- Opening Delimiter -

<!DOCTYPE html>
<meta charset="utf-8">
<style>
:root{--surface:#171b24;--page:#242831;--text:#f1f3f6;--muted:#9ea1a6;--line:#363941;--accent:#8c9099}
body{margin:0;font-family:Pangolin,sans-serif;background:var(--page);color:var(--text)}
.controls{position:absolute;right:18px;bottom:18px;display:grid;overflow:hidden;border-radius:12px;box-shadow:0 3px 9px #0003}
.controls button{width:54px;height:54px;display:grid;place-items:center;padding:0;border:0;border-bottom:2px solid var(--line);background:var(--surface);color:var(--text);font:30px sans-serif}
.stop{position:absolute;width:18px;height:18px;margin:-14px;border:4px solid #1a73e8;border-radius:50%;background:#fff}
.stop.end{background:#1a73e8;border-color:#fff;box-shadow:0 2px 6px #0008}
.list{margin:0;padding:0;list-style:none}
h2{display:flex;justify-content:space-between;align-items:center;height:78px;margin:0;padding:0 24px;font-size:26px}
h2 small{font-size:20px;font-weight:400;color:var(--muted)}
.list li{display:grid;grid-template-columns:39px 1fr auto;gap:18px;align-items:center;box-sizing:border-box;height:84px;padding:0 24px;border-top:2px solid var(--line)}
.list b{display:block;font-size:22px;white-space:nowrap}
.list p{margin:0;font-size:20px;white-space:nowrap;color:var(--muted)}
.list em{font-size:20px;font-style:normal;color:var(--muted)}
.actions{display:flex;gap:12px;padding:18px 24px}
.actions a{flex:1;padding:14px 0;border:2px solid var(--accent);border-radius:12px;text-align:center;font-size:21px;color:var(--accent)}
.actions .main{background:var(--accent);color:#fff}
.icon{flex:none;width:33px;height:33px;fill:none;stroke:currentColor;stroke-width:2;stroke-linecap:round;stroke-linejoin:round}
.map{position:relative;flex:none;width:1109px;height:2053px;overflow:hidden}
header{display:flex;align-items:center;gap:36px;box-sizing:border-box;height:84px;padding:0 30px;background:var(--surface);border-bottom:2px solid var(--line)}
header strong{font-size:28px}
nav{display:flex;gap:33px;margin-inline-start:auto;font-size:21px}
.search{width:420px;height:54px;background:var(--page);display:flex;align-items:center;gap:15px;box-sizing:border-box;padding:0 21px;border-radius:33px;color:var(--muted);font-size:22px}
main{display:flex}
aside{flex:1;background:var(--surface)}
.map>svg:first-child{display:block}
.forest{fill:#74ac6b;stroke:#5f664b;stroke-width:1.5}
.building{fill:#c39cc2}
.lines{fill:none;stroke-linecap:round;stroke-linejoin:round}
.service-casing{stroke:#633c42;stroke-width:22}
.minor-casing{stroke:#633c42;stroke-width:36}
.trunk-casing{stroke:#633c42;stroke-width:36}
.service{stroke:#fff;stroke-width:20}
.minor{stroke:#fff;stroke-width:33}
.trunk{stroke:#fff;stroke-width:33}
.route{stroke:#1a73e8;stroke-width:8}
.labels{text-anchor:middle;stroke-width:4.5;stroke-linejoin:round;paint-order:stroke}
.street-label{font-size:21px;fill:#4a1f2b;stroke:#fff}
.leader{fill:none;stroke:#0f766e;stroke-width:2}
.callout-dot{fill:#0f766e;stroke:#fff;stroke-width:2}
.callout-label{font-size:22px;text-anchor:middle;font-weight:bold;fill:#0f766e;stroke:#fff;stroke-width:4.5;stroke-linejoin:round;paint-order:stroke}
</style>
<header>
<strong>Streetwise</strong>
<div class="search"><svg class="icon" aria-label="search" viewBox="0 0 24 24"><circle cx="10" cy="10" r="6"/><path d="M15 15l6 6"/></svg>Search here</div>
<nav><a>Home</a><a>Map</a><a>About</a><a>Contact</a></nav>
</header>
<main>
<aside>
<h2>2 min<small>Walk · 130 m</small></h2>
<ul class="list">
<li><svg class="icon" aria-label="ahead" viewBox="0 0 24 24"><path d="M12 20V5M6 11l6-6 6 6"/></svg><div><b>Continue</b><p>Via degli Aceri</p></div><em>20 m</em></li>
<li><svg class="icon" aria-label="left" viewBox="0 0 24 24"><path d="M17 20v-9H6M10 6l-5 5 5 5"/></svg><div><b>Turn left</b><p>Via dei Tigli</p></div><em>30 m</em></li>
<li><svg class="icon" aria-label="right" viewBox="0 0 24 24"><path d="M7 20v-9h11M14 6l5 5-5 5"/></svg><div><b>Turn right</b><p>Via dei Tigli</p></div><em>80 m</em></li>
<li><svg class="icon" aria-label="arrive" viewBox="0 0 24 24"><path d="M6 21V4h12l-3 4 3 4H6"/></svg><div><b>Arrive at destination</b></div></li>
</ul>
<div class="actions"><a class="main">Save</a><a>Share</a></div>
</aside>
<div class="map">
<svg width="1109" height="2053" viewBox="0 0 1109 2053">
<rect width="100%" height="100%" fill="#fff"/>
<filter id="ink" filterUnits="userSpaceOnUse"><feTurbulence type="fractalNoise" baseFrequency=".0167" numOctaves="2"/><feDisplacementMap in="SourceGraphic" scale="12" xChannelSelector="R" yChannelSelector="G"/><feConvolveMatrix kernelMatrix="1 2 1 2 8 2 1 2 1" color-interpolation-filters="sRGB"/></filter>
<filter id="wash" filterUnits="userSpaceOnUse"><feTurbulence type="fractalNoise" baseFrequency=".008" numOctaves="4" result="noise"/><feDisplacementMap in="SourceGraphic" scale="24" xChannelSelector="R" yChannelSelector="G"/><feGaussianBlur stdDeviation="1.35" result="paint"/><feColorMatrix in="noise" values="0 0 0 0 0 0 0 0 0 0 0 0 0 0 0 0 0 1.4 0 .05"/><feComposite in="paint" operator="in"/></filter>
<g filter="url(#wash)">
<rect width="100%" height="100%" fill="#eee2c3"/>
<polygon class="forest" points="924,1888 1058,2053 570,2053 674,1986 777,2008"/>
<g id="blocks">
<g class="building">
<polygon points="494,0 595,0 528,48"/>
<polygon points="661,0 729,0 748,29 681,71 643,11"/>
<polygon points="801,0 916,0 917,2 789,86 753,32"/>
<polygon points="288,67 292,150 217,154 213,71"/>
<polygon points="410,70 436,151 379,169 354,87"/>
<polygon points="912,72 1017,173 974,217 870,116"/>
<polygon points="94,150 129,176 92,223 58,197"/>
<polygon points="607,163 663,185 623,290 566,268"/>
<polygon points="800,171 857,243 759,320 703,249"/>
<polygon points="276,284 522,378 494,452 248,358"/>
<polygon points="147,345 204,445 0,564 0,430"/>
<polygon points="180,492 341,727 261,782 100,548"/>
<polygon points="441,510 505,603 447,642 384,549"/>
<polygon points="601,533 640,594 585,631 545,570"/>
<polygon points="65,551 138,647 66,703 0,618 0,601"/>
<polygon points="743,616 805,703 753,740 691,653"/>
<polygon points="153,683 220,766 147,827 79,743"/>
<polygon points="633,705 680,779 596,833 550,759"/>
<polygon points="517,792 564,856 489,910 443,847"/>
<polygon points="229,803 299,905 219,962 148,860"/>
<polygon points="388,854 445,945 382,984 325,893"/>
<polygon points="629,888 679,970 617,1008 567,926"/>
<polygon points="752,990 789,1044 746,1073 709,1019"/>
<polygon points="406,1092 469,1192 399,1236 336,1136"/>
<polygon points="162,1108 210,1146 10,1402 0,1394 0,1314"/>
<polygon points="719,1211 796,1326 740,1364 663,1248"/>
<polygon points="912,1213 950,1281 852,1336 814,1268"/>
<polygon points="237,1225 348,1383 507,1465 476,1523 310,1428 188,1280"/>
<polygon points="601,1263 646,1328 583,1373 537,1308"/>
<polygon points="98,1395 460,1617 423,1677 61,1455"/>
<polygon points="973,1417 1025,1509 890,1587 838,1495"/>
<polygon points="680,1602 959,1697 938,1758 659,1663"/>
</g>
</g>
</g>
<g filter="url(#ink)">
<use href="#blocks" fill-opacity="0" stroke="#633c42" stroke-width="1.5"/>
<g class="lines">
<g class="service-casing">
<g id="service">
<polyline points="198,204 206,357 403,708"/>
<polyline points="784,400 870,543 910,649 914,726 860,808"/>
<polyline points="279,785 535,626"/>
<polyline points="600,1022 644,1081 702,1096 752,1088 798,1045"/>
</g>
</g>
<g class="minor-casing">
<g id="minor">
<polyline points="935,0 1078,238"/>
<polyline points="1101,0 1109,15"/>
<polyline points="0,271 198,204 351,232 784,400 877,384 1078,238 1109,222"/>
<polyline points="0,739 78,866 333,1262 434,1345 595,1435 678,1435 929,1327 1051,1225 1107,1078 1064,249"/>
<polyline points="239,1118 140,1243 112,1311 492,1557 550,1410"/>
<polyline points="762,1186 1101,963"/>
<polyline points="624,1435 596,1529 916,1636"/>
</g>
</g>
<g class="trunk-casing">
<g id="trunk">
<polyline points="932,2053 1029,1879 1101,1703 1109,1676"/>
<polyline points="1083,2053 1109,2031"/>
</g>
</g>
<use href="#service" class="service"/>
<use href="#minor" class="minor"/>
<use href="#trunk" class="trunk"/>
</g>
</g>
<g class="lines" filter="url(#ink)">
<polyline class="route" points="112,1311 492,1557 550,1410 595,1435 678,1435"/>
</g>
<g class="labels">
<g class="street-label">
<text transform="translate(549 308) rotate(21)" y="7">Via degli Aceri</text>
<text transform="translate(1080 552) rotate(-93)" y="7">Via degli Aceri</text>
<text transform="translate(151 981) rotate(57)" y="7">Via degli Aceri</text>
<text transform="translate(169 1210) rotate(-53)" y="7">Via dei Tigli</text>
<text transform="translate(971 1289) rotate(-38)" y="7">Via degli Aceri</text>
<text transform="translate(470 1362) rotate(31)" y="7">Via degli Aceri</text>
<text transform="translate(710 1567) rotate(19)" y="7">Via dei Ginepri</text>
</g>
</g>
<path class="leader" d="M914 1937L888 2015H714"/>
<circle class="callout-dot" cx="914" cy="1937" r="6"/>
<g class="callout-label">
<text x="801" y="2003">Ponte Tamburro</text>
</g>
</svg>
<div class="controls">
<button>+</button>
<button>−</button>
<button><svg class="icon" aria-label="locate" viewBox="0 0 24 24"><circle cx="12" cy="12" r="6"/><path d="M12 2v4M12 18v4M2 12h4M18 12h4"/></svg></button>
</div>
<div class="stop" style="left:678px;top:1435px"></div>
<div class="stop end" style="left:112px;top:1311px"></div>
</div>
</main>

- Closing Delimiter -

Write out the lines of the listing from the one with "<button>+</button>" to the very end, inclusive, exactly as they appear and with nothing added.

**SOLUTION**
<button>+</button>
<button>−</button>
<button><svg class="icon" aria-label="locate" viewBox="0 0 24 24"><circle cx="12" cy="12" r="6"/><path d="M12 2v4M12 18v4M2 12h4M18 12h4"/></svg></button>
</div>
<div class="stop" style="left:678px;top:1435px"></div>
<div class="stop end" style="left:112px;top:1311px"></div>
</div>
</main>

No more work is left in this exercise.